Let me share some key figures about Clariant.

Clariant is a global leader in specialty chemicals.

To the right you can see the Clariant business numbers.

We have a 3.9 billion Swiss franc sales in 2020

with a 15% EBITDA margin

and over 13,000 employees worldwide at 85 production sites.

Clariant consists of three business units:

care chemicals, catalysis, and natural resources.

Care chemicals.

They produce, for example, ingredients for shower gels and shampoos,

which you use in daily life.

Natural resources.

They produce, for instance, bentonites.

40 percent of all vegetable oils are clarified with bentonites from Clariant.

Catalysis.

Of course, these are all kinds of catalysts

and they also contain the business line biofuels and derivatives.
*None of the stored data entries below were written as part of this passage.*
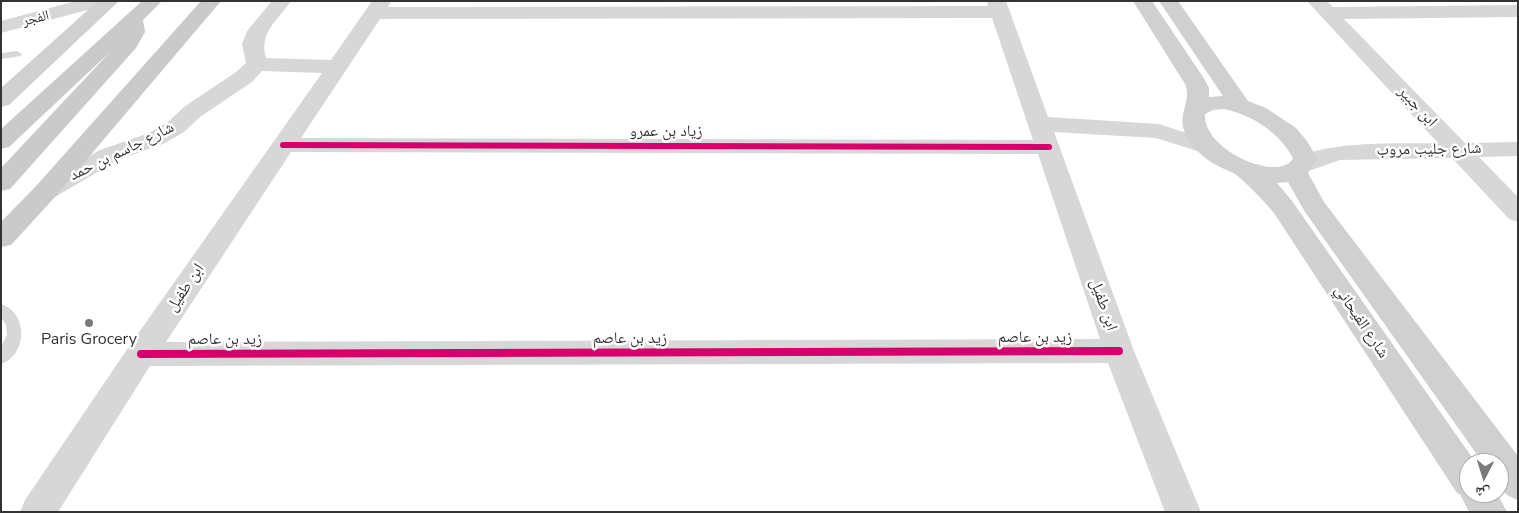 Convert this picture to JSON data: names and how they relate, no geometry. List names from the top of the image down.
{
  "streets": {
    "main road": ["شارع جاسم بن حمد"],
    "street": [
      "الفجر",
      "ابن جبير",
      "زياد بن عمرو",
      "شارع جليب مروب",
      "ابن طفيل",
      "شارع الفيحاني",
      "زيد بن عاصم"
    ]
  },
  "crossings": [
    ["ابن جبير", "شارع جليب مروب"],
    ["زياد بن عمرو", "ابن طفيل"],
    ["شارع جليب مروب", "شارع الفيحاني"],
    ["ابن طفيل", "زيد بن عاصم"]
  ],
  "places": ["Paris Grocery"],
  "north": "bottom"
} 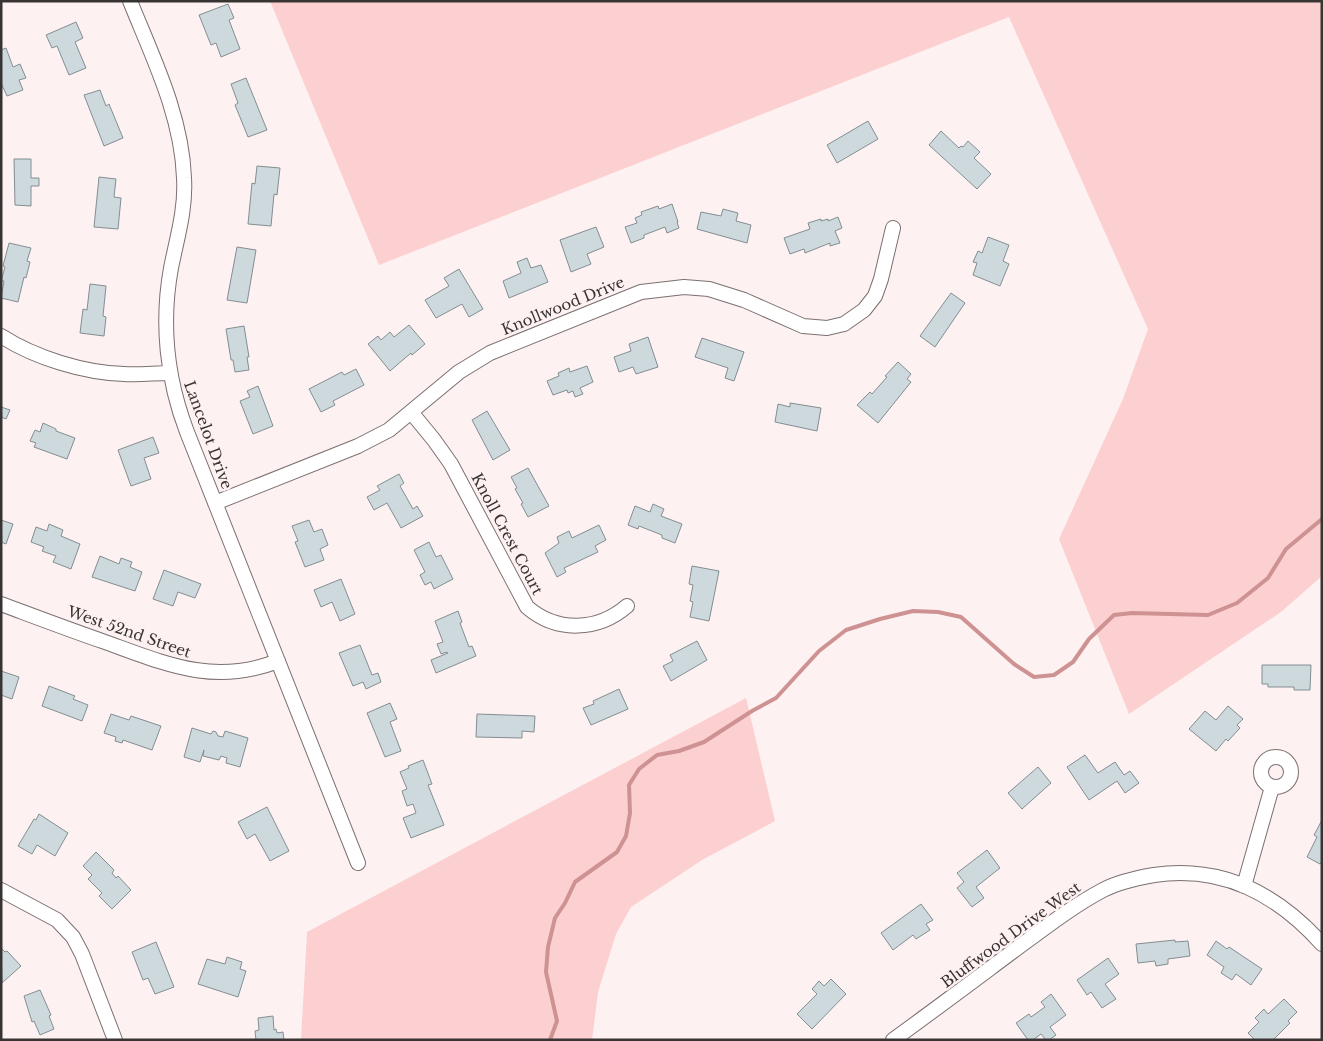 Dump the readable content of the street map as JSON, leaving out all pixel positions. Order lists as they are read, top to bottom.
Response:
{
  "streets": {
    "street": [
      "Knollwood Drive",
      "Lancelot Drive",
      "Knoll Crest Court",
      "West 52nd Street",
      "Bluffwood Drive West"
    ]
  },
  "crossings": [
    ["Knollwood Drive", "Lancelot Drive"],
    ["Knollwood Drive", "Knoll Crest Court"],
    ["Lancelot Drive", "West 52nd Street"]
  ]
} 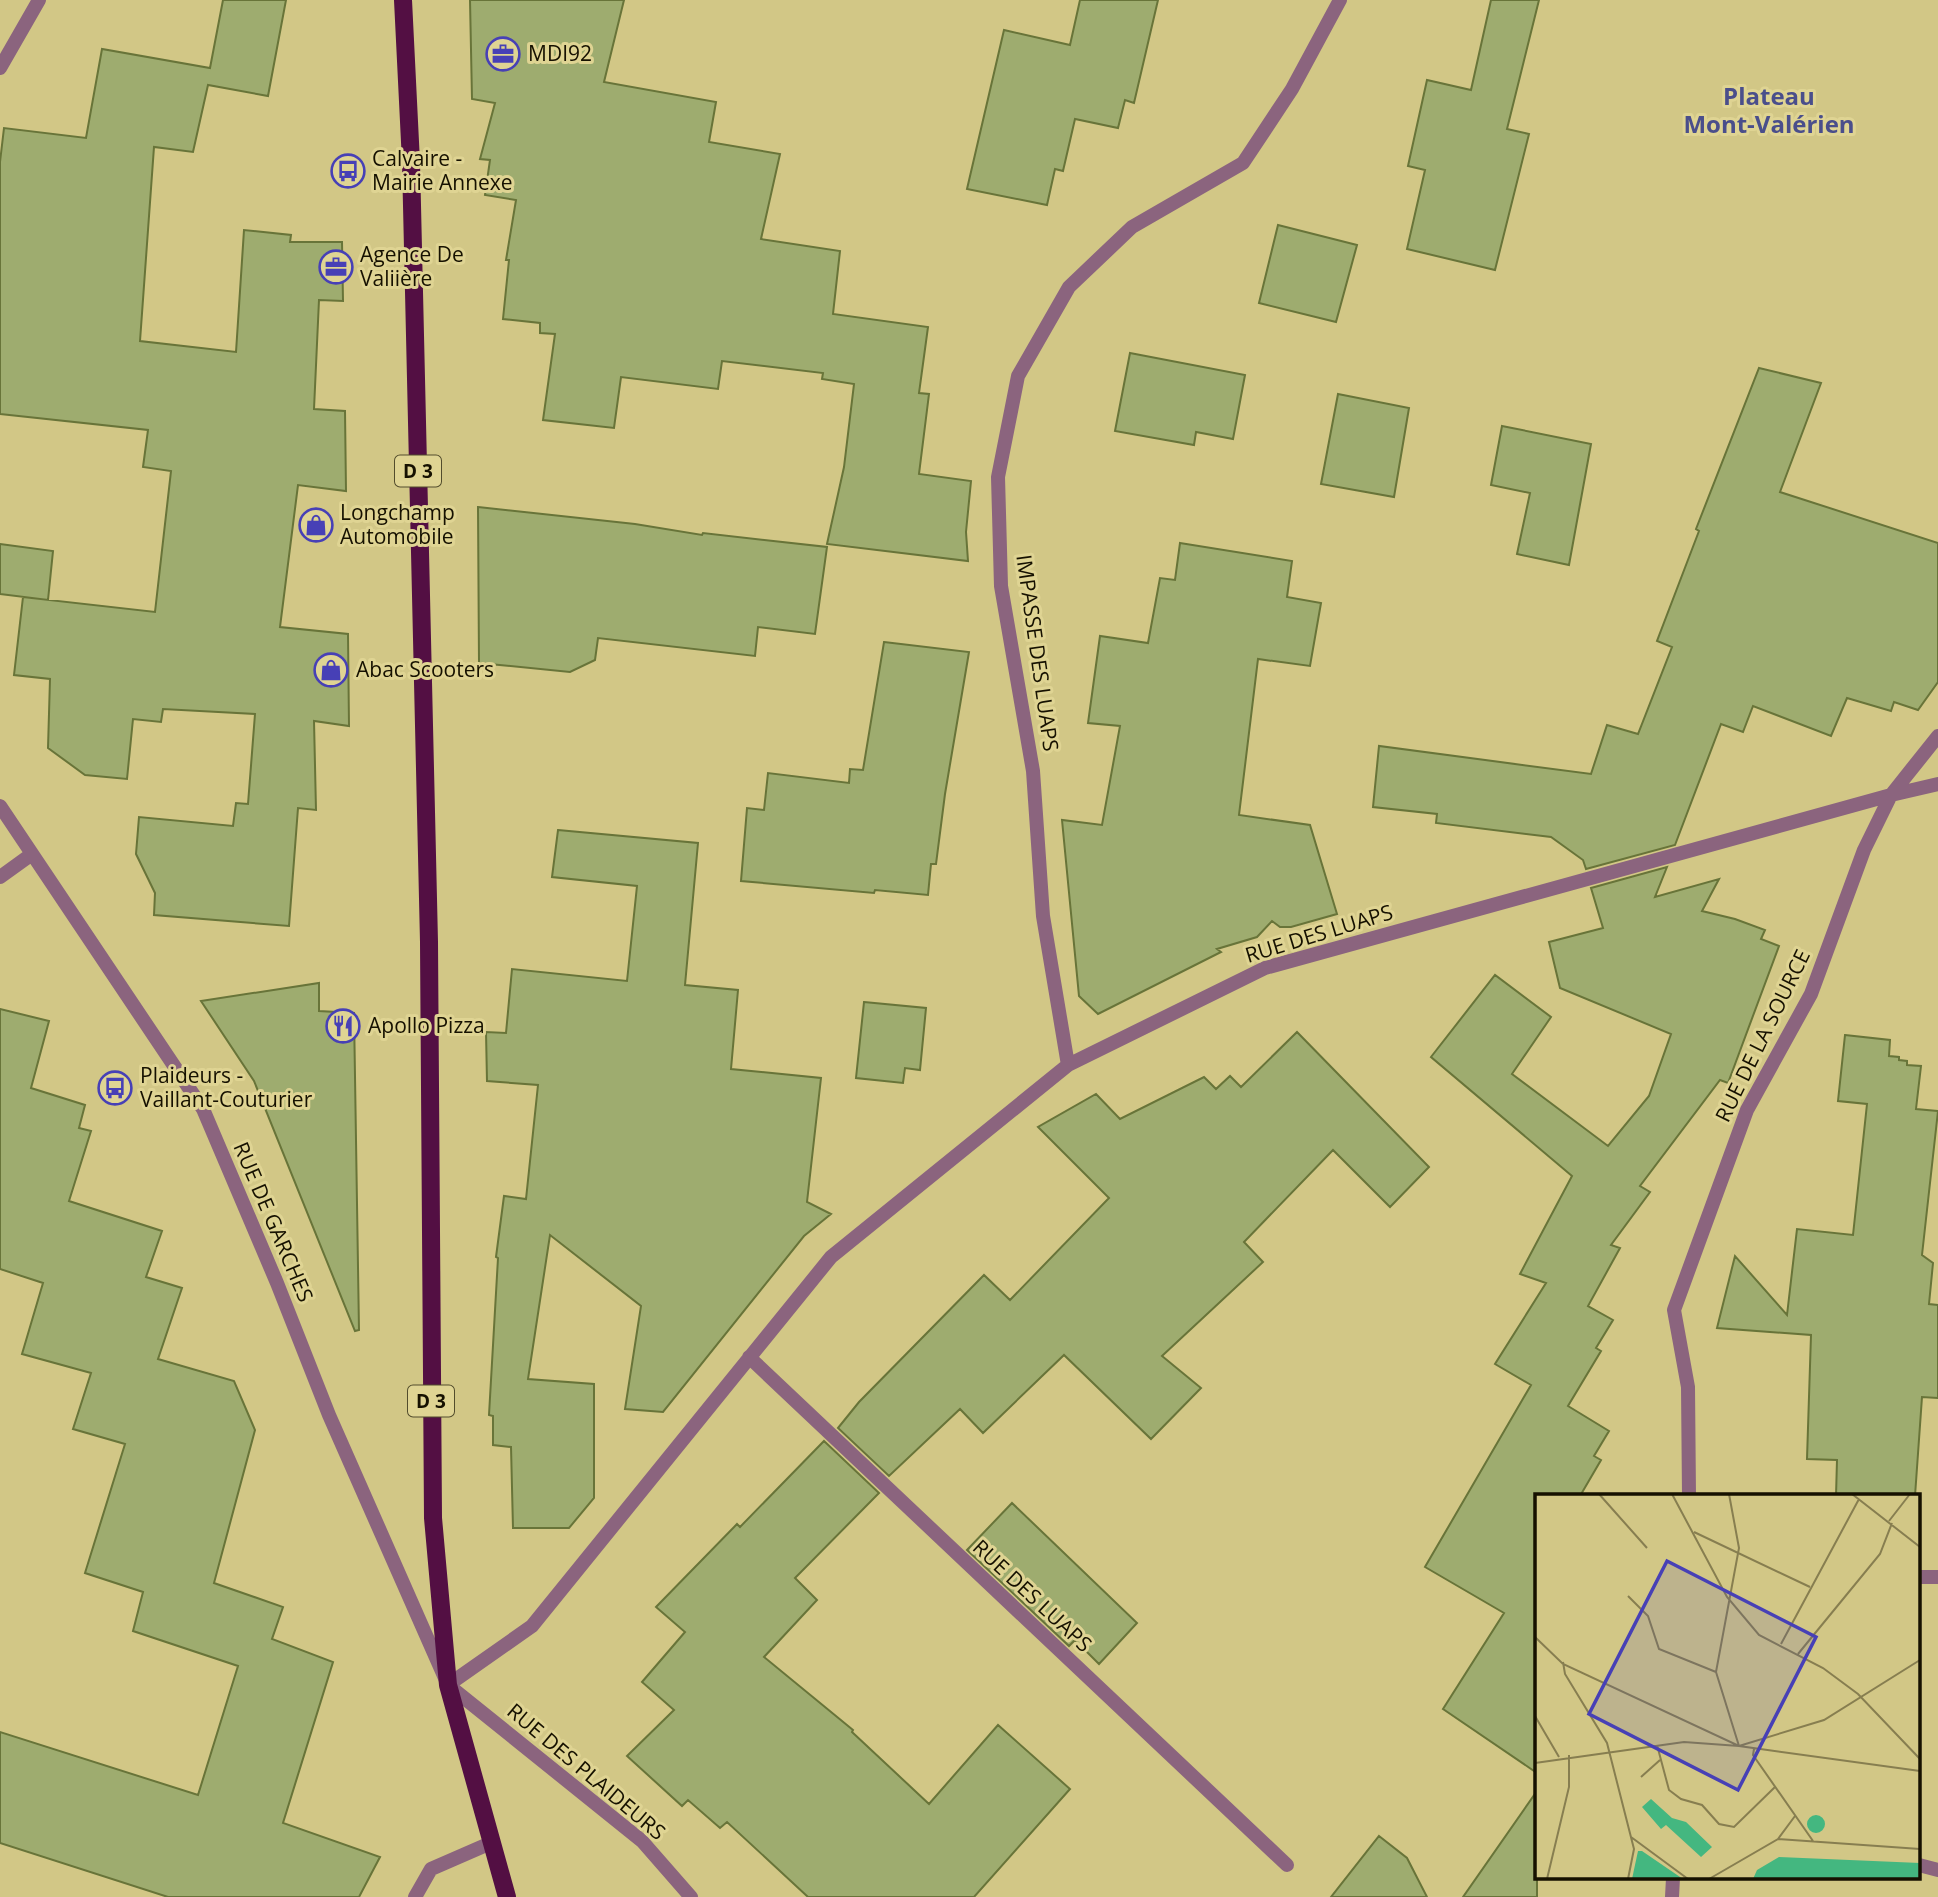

This business line sells sunliquid.

What is sunliquid?

Sunliquid is a technology which came from the Group Bio R&D Center, where I work.

Basically, it's a biotechnological process for producing bioethanol

from non-edible biomass.

How does it work?

Just to stress this again,

that's the second- generation bioethanol production.

So we use non- edible biomass feedstock.

So basically agricultural residues.

This can be wheat, straw, bagasse, corn stover,

municipal waste or forestry residues.

We put that into the sun liquid process

and we first turn them into cellulosic sugars

and then to cellulosic ethanol.

The nice thing about this process is

that it can be used as a platform process for not only by bio-ethanol,

but for other sustainable fuels or even bio-based chemicals.

The development of this process started in the Group Biotechnology where I work.

You can see if I'm not in home office due to corona,

I'm working here at that corner of the R& D Center in Planegg.

That's located just a few kilometers outside of Munich in Bavaria in Germany.

The center was inaugurated in 2006

and we have over 100 scientists and technicians working there.

The competence fields of Group Bio are biofuels and derivatives,

sunliquid, industrial enzymes, and biobased chemicals.

Within the Biotech R&D Center,

we have all the expertise to develop new products and technologies under one roof,

starting from small tiny microtiter plates over a shake flask

to up to 100 liter bioreactors.

Here in the picture, you have a small peek at our technical center fermentation.

To the right here, you can see

the sun liquid pre-commercial plant in Straubing,

which is just one and a half hours from here.

It was built in 2012 and can produce about 1000 tons of ethanol per year,

and we were able to test the wide range of different biomass feedstocks there.

Maybe some of you are aware that Clariant is commissioning

a commercial- size bioethanol plant in Podari, Romania at this time.

To say, as a biochemical engineer,

seeing this plant, that is really, truly, impressive thing.

The size of the buildings and the equipment there

are, in biotechnological means, really tremendous.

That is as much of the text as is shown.